In the given exercises use the given sets of points to find:

(a) A nonzero vector N perpendicular to the plane determined by the points.

(b) Two unit vectors perpendicular to the plane determined by the points.

(c) The area of the triangle determined by the points.

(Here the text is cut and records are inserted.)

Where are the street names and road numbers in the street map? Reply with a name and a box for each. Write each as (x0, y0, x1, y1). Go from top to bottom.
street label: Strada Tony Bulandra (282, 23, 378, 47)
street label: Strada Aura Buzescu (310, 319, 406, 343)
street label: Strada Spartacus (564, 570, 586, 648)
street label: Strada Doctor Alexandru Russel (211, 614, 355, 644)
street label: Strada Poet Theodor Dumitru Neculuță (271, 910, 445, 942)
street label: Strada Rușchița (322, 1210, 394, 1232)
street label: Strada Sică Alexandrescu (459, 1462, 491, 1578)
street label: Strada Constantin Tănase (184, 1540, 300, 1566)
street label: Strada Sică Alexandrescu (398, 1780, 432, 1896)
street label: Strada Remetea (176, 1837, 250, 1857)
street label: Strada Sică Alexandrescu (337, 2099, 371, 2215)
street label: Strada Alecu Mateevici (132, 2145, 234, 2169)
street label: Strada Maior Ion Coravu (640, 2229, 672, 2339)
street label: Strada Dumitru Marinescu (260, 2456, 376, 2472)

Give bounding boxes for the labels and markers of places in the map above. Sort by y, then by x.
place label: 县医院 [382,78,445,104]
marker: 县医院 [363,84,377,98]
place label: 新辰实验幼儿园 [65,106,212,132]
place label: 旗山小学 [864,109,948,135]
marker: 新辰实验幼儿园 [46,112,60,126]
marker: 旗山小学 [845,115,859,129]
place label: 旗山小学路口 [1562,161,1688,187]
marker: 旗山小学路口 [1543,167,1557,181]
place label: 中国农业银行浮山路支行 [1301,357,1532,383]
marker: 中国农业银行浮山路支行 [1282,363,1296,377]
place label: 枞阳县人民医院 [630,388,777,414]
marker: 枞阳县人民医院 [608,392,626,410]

The given points are $P(1, 6), Q(0,-3), R(-5, 4)$

We have $P(1, 6), Q(0,-3), R(-5, 4)$

Now,

$$\begin{gathered} \overrightarrow{PQ}=(0-1,-3-6,0-0)=(-1,-9,0) \\ \overrightarrow{PR}=(-5-1,4-6,0-0)=(-6,-2,0) \end{gathered}$$

$$\begin{gathered} \overrightarrow{PQ}\times \overrightarrow{PR}=\left|\begin{array}{ccc}i& j& k\\ -1& -9& 0\\ -6& -2& 0\end{array}\right| \\ \overrightarrow{PQ}\times \overrightarrow{PR}=i\left|\begin{array}{cc}-9& 0\\ -2& 0\end{array}\right|-j\left|\begin{array}{cc}-1& 0\\ -6& 0\end{array}\right|+k\left|\begin{array}{cc}-1& -9\\ -6& -2\end{array}\right| \\ \overrightarrow{PQ}\times \overrightarrow{PR}=i\left\{\right(-9)\times 0-0\times (-2\left)\right\}-j\left\{\right(-1)\times 0-0\times (-6\left)\right\}+k\left\{\right(-1)\times (-2)-(-9)\times (-6\left)\right\} \\ \overrightarrow{PQ}\times \overrightarrow{PR}=i(0-0)-j(0-0)+k(2-54) \\ \overrightarrow{PQ}\times \overrightarrow{PR}=-52k \end{gathered}$$

So,

$$\begin{gathered} ||\overrightarrow{PQ}\times \overrightarrow{PR}||=\sqrt{{\left(0\right)}^2+{\left(0\right)}^2+{(-52)}^2} \\ ||\overrightarrow{PQ}\times \overrightarrow{PR}||=\pm 52 \end{gathered}$$

Required vector 

$$\begin{gathered} \frac{\overrightarrow{PQ}\times \overrightarrow{PR}}{||\overrightarrow{PQ}\times \overrightarrow{PR}||}=\frac{-52k}{\pm 52} \\ \frac{\overrightarrow{PQ}\times \overrightarrow{PR}}{||\overrightarrow{PQ}\times \overrightarrow{PR}||}=\pm k \end{gathered}$$

$$\begin{gathered} \mathrm{Area} ∆ABC=\frac{1}{2}||\overrightarrow{PQ}\times \overrightarrow{PR}|| \\ \mathrm{Area} ∆ABC=\frac{1}{2}||-52|| \\ \mathrm{Area} ∆ABC=\frac{1}{2}\times 52 \\ \mathrm{Area} ∆ABC=26 \end{gathered}$$